-- DIRECTIONS FOR THIS TASK --
In which lines of the data does the string "bottom" appear? Copy every one.

-- DATA RECORDS --
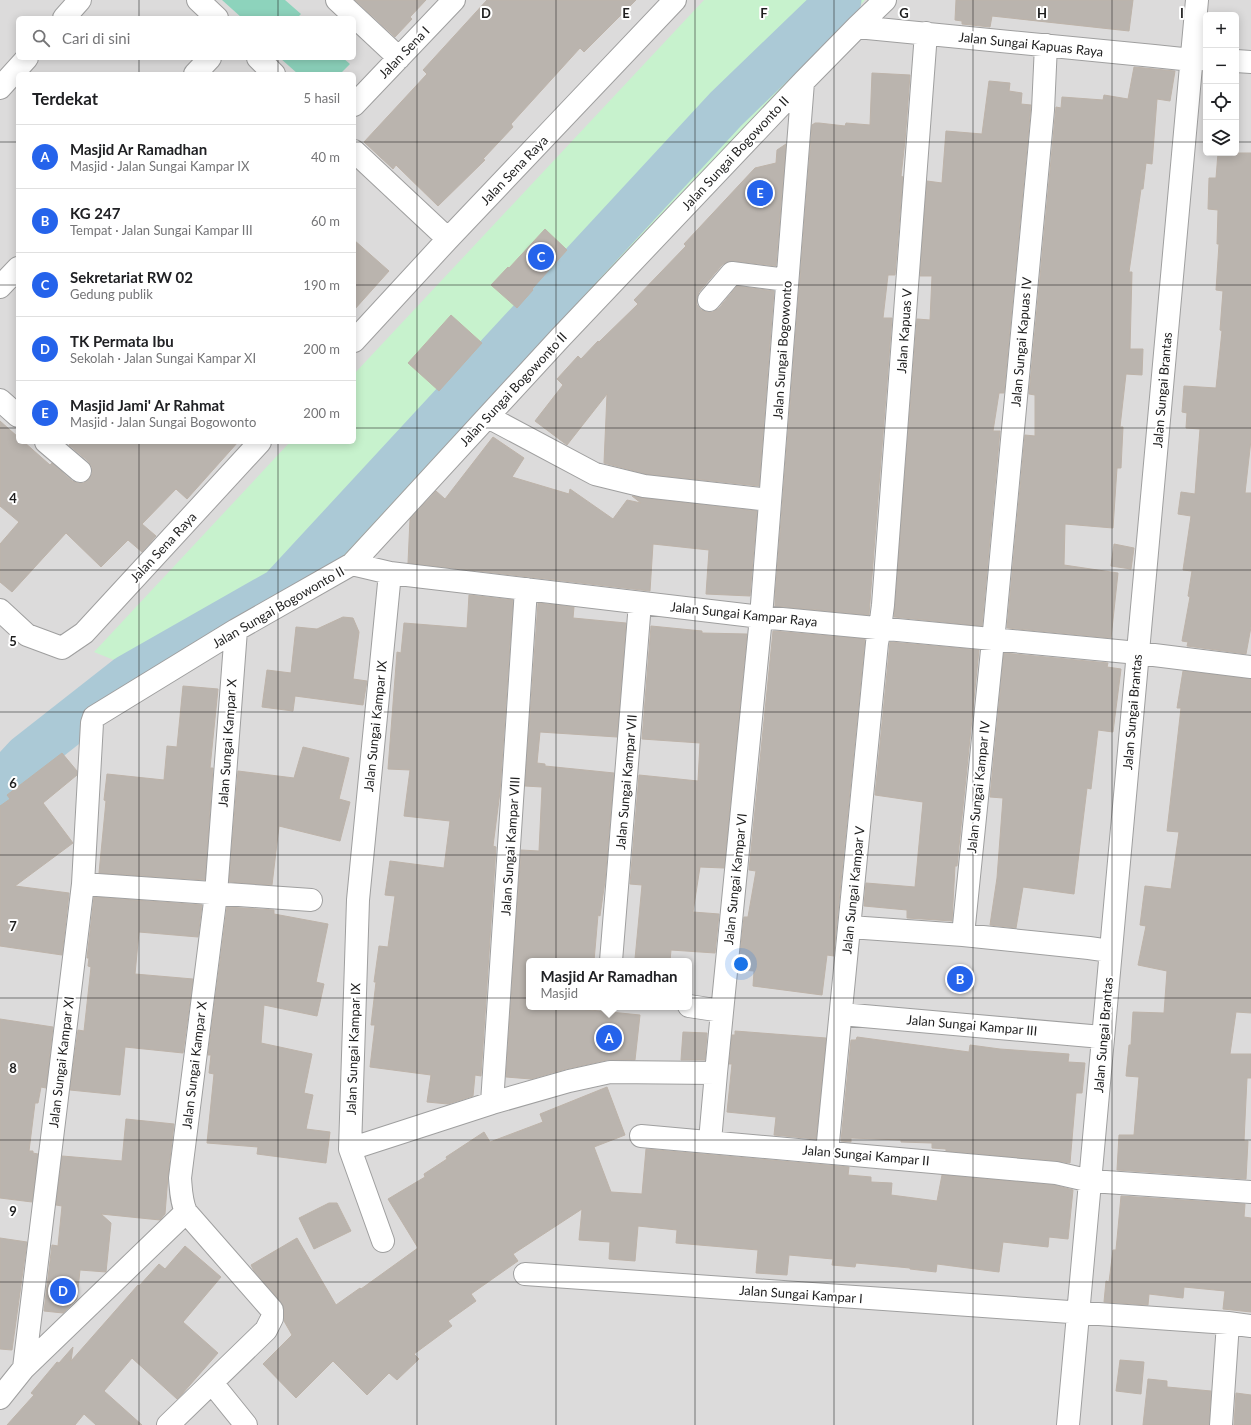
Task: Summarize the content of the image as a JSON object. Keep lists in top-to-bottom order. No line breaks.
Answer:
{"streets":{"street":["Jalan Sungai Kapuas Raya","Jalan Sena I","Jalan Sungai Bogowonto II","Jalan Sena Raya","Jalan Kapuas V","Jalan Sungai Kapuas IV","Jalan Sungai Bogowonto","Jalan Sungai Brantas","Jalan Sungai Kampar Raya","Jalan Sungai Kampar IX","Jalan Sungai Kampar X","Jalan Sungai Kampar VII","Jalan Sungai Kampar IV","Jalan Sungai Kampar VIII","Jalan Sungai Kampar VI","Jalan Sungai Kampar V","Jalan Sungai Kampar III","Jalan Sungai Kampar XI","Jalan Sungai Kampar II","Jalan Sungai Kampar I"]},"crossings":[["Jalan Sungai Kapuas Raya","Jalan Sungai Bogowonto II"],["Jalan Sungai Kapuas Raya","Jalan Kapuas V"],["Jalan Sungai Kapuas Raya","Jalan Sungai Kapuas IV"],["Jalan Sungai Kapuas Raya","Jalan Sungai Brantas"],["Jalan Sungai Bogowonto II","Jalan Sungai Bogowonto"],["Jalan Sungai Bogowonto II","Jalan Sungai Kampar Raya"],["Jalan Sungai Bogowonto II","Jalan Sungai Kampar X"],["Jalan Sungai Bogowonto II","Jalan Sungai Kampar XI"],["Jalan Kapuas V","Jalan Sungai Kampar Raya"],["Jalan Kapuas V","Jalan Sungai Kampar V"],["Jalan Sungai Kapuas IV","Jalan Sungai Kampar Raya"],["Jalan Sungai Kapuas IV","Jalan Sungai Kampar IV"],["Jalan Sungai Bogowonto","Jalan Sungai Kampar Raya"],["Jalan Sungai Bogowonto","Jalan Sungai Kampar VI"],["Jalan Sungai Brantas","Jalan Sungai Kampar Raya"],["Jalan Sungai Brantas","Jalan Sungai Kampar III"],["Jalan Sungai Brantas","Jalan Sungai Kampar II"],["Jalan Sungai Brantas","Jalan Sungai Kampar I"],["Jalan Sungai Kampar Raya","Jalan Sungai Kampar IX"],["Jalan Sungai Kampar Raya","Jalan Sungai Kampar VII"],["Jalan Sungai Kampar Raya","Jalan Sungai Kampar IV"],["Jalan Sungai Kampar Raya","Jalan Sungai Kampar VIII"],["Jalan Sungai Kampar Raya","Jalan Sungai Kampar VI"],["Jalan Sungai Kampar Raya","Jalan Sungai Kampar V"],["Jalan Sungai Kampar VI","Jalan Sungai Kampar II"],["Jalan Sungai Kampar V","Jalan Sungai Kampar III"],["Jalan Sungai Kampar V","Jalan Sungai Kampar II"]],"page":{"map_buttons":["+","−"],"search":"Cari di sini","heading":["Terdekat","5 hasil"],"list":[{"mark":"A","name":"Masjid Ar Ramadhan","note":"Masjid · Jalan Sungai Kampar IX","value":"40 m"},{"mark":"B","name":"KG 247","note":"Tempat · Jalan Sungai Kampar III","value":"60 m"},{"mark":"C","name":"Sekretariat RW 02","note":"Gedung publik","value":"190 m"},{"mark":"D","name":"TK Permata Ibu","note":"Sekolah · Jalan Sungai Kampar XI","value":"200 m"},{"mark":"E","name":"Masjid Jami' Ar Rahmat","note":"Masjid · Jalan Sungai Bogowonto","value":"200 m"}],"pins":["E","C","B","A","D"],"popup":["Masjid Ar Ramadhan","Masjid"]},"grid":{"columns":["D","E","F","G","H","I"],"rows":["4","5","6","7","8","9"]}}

...

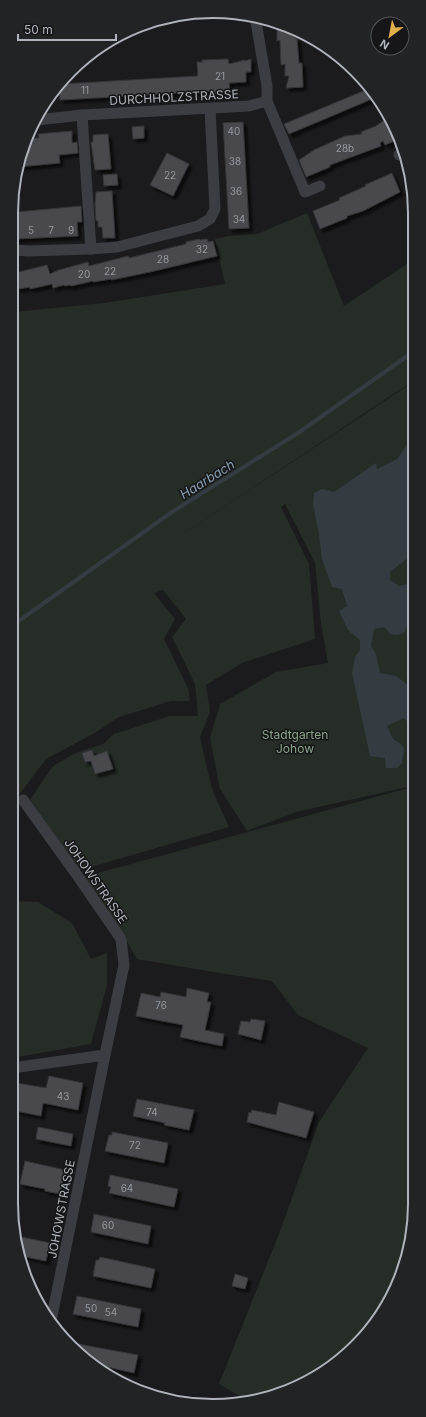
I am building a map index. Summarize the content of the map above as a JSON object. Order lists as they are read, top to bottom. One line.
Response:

-- SOLUTION TO THE EXERCISE --
Task: Summarize the content of the image as a JSON object. Keep lists in top-to-bottom order. No line breaks.
I am building a map index. Summarize the content of the map above as a JSON object. Order lists as they are read, top to bottom. One line.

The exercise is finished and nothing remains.